Statt Paul Schraders neue pseudo-politische und mit leeren Charakteren gefüllte Filme The Card Counter und Master Gardener zu gucken, sollte man vielleicht lieber einen Taxi-Driver-Rewatch in Erwägung ziehen. 

Für Tilda Swinton würde Ich Sterben – Miriam

Venedig, Italien. Die Biennale 2022. Der rote Teppich. Stars, Kameras, Mikros, flotte italienische Fernseh-Menschen mit zu viel Gel in den Haaren, kreischende junge Frauen. Wer walked denn da aus dem Lexus raus? Ist es wohl Harry Styles? Oder Hillary Clinton (warum ist sie hier?!)? Sind es Adam Driver und Greta Gerwig? Vielleicht ist es Mia Goth in einem klassisch taillierten schwarzen Kleid (sehr schön).
Nein, für die schreie ich nicht rum, für die bin ich nur ein kleiner Teil einer größeren Masse, die auf den Zehenspitzen und mit weit aufgerissenen Augen kurze, schnelle Blicke von den Stars kriegen will. Mit ein wenig Glück schafft man es dann auch, ein extrem pixiliertes Foto der Stars mit dem eigenen veralteten Android Handy zu machen. Da erkennt man eh fast nichts, aber die Bilder kann man ja immer herzeigen; flexen, guck mal, ich war da, ich hab Timothée Chalamet von weitem gesehen, ha!
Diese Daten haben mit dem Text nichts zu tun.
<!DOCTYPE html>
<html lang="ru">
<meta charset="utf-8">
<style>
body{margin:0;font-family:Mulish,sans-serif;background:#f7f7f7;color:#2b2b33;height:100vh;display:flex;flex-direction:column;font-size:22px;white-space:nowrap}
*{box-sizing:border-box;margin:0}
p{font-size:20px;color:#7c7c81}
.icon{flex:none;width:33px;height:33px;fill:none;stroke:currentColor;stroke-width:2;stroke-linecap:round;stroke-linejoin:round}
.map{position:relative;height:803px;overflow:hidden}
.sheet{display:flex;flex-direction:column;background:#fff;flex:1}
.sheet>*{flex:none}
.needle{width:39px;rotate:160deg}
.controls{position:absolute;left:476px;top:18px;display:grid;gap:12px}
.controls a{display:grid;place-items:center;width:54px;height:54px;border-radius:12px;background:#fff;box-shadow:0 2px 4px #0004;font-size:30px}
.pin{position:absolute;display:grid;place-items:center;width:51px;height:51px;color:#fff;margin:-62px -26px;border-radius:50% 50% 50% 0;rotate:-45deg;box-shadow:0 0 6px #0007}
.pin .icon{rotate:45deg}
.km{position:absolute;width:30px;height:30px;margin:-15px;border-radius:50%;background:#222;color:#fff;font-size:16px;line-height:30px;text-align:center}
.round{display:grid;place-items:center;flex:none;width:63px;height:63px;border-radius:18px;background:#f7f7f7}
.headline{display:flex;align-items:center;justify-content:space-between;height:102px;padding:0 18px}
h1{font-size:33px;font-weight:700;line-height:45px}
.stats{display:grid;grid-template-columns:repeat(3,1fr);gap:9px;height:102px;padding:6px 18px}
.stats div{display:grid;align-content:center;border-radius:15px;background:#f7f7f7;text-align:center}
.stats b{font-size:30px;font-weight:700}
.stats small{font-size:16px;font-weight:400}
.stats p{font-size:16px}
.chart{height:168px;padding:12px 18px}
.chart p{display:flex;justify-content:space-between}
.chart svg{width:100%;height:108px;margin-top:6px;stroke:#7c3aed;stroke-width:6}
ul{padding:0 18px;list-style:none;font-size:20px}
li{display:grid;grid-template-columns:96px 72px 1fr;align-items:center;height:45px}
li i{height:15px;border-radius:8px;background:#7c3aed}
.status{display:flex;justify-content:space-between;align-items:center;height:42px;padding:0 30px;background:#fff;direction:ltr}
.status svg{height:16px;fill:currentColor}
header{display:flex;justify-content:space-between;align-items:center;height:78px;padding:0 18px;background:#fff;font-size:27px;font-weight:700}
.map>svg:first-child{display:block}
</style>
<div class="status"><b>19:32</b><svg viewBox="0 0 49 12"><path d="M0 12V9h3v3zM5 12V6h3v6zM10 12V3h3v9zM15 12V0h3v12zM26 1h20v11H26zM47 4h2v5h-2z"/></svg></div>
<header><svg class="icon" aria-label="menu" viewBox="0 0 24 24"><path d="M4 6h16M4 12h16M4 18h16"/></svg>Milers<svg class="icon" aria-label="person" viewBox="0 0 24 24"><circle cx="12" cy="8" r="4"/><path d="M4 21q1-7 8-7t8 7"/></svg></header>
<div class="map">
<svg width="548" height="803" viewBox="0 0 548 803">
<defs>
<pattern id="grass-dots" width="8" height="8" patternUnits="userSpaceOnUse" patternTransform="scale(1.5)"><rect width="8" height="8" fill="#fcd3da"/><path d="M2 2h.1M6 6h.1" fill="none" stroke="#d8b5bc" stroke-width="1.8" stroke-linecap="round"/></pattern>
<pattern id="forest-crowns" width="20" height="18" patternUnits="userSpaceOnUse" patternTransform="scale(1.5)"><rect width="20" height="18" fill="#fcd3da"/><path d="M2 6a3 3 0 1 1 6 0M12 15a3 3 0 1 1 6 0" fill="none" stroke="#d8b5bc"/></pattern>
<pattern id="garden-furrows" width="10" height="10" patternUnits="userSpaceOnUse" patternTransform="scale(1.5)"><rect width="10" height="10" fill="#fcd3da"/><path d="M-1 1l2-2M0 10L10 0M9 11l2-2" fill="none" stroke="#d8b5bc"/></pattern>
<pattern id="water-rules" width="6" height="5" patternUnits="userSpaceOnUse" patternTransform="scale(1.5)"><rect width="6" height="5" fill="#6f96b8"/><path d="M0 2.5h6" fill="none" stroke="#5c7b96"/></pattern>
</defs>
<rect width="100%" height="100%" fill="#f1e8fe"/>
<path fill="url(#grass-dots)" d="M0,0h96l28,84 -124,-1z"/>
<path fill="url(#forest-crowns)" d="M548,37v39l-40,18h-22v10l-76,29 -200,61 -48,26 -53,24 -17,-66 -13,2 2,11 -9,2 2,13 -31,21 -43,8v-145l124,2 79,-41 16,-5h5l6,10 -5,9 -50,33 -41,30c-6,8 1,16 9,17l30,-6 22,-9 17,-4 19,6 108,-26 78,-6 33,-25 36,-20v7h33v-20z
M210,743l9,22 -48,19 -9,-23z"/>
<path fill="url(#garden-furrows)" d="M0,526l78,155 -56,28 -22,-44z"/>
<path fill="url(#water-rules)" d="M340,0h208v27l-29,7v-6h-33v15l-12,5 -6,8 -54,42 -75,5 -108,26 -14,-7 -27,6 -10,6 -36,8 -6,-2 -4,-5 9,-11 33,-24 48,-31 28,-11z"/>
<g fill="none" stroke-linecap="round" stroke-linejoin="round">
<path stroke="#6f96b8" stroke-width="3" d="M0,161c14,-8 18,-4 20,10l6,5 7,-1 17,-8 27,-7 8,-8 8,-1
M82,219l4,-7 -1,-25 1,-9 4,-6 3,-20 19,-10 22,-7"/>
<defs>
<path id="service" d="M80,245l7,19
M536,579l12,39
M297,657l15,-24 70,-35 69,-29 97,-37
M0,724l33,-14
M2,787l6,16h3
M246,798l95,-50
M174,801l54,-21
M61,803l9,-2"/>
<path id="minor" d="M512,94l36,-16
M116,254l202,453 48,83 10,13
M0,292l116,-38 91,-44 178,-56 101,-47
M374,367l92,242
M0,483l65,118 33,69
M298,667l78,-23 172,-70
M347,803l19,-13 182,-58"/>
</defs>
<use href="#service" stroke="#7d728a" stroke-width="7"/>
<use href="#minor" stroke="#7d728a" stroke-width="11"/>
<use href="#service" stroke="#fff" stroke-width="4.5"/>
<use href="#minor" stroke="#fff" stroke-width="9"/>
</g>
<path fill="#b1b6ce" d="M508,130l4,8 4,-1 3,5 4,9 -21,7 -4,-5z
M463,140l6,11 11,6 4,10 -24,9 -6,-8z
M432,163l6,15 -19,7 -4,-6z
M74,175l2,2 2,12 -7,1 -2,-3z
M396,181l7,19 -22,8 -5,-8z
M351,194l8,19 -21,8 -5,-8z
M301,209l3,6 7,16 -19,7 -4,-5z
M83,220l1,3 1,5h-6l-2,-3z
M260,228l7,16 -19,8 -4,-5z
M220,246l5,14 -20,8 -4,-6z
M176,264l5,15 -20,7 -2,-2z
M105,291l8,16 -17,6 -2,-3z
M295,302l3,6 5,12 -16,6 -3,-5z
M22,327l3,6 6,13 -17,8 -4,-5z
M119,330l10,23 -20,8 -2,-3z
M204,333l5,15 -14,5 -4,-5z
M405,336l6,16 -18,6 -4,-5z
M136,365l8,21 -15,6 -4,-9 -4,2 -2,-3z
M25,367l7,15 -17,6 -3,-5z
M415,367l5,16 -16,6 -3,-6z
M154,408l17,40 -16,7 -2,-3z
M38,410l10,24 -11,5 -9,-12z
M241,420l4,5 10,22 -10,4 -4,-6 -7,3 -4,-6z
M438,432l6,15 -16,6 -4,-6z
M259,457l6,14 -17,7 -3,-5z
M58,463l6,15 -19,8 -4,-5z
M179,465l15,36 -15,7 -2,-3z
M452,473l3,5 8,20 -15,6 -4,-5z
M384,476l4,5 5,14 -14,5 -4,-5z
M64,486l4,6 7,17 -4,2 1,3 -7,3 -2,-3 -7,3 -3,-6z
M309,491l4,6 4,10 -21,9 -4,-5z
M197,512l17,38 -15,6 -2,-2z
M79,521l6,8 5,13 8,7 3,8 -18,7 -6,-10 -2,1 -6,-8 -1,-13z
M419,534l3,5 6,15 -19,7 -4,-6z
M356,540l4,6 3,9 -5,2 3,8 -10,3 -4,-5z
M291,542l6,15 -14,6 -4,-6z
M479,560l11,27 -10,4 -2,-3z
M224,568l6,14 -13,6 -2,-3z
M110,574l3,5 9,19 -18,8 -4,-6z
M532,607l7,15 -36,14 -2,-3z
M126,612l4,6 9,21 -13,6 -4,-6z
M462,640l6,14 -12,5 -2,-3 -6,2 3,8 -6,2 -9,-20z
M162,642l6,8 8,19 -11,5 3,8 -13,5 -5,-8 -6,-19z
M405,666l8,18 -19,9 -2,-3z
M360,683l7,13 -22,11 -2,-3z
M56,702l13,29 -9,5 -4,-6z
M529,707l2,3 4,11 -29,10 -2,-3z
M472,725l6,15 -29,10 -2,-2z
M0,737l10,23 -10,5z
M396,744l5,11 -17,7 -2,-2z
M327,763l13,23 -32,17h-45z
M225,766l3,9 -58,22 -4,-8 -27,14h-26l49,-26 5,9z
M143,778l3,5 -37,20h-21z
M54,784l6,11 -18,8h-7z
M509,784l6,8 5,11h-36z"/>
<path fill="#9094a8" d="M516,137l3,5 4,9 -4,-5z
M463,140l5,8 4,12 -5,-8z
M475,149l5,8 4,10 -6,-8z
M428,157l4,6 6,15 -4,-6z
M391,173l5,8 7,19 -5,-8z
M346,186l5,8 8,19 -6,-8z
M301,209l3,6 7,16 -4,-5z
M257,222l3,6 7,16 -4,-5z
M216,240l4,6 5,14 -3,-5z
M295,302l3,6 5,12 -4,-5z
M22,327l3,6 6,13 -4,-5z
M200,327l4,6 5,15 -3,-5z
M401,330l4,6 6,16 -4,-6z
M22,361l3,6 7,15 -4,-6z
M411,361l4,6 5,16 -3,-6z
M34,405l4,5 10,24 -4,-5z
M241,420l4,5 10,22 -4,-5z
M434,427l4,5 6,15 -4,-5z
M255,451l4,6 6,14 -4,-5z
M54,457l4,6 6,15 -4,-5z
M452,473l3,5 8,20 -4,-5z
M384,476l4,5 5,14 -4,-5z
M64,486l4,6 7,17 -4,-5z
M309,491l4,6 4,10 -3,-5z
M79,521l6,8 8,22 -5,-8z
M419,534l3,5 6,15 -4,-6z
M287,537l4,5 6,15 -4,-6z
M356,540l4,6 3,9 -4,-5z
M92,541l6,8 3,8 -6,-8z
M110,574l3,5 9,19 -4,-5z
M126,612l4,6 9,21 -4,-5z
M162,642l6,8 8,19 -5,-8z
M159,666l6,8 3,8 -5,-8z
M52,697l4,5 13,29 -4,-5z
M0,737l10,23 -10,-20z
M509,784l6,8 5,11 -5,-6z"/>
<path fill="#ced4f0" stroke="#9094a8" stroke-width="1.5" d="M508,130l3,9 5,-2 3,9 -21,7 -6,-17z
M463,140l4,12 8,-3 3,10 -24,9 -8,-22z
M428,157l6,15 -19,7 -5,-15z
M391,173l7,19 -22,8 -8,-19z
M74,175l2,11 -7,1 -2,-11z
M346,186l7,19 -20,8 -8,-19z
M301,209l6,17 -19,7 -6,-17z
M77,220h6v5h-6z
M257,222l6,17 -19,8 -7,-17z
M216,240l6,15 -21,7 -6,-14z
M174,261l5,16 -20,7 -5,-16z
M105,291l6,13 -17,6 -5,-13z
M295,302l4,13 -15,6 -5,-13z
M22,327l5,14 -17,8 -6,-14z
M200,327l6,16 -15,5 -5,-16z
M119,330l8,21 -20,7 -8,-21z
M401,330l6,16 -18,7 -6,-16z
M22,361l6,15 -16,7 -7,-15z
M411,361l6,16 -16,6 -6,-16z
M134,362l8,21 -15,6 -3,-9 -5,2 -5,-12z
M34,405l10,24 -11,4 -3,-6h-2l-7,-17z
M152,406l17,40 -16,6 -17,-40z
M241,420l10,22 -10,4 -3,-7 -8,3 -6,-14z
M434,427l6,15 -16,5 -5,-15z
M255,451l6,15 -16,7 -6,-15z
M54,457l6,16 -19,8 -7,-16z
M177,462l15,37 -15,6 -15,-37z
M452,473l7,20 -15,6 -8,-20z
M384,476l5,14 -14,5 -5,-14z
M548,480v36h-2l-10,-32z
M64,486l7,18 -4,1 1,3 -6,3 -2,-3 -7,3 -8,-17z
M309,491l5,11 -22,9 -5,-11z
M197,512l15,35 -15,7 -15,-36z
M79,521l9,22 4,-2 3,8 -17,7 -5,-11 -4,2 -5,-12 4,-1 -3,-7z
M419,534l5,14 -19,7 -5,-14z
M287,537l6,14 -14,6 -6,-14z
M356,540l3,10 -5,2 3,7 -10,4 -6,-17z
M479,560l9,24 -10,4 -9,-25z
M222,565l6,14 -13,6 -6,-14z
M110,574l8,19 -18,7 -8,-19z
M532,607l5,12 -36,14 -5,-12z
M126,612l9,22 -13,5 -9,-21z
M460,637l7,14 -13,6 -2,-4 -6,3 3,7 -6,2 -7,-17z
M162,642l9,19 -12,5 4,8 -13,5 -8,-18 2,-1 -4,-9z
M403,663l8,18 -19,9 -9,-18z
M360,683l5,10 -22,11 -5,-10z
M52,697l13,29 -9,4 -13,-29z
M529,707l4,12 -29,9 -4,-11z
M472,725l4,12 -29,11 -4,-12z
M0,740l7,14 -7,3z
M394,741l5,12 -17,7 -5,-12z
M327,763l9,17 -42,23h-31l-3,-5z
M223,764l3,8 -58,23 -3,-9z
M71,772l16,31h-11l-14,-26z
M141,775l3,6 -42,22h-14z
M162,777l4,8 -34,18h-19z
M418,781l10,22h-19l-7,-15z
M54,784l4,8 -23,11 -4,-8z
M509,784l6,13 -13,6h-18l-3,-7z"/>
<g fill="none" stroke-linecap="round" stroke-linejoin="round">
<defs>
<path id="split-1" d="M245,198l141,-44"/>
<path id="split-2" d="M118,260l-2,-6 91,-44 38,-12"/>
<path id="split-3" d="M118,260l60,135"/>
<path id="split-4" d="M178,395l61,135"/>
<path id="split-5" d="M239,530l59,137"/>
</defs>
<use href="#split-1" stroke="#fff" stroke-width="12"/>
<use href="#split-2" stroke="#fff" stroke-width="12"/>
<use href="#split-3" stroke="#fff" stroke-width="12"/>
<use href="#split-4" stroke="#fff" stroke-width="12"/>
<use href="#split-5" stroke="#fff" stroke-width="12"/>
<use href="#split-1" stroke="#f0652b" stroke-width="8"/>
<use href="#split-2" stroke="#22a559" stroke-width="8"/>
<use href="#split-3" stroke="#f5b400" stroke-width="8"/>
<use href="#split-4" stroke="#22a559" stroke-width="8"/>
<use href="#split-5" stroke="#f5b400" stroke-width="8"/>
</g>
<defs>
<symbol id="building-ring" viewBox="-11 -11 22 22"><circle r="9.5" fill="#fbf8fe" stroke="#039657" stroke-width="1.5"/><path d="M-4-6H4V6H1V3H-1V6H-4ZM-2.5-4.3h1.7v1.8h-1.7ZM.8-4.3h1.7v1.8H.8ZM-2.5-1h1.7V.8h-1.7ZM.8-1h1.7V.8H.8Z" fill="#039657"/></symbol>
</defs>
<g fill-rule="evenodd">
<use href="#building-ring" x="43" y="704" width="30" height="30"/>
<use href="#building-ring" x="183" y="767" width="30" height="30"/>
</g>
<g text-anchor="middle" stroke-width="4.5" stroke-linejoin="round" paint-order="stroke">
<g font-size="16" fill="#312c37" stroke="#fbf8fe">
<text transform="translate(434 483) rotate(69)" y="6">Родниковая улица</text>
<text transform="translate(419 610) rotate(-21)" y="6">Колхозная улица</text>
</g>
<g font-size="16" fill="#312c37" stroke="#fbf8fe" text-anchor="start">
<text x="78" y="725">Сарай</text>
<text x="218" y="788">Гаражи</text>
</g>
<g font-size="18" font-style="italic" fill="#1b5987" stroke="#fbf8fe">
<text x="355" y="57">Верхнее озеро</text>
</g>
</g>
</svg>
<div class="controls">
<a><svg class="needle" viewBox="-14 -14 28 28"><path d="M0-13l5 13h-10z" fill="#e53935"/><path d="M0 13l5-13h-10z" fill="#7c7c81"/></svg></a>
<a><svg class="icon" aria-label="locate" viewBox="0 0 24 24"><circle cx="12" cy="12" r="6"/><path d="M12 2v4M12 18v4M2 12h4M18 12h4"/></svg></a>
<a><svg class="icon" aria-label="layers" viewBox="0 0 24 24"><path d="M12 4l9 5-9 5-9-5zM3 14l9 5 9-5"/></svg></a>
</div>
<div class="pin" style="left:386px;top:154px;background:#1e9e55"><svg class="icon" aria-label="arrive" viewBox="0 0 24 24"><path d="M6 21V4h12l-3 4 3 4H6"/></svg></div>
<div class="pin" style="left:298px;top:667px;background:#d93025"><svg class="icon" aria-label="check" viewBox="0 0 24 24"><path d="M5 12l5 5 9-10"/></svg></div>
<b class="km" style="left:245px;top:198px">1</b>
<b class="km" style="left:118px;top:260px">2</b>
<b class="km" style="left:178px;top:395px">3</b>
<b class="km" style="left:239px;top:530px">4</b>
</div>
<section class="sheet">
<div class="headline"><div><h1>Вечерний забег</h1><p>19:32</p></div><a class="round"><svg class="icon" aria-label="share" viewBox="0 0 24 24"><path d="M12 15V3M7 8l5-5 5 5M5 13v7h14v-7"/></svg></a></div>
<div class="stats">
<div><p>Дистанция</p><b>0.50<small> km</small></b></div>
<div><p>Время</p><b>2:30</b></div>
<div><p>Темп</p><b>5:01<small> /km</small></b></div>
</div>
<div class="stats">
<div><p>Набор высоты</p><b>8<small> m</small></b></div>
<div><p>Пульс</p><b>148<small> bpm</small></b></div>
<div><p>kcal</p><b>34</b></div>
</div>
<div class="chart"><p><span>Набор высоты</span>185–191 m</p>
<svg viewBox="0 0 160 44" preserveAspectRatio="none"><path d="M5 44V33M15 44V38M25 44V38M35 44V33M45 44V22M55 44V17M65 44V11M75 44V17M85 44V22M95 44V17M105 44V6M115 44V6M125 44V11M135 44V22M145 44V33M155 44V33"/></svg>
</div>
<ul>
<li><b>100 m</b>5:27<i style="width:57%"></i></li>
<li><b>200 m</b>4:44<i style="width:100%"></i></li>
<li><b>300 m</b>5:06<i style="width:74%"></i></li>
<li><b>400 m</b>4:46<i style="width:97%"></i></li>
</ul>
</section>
Trotzdem sind sie mein Schreien nicht wert, ich bin kein Schaf, kein Kapitalismus-Opfer, kein Celebrity-obsessed Tween, wie ich es damals war. Ich bin eine erwachsene Frau. Mir ist bewusst, dass sie nur Menschen sind, die auch mal schwitzen und pissen müssen. Ihre Existenz und ihre Glorifizierung repräsentiert eine ideologische Ablenkung von den Problemen dieser Welt, während ihr Aussehen die Fetischisierung und die Aufrechterhaltung unerreichbarer Schönheitsideale ermöglicht. Celebrity-Kultur ist toxisch und problematisch, okay?  
Ohnehin habe ich für die eine oder andere Celebrity doch laut nach Luft gejapst. Das gelegentliche “Oh mein Gott, Queen, slay!” musste ich natürlich auch äußern. Aber nie zu laut.

Gegen 16 Uhr am 6. September 2022, stand ich aber mit Co-Redakteur Tim in der prallen Sonne an der Barriere vom Roten Teppich, habe da gewartet und die toxische Celebrity-Kultur reproduziert.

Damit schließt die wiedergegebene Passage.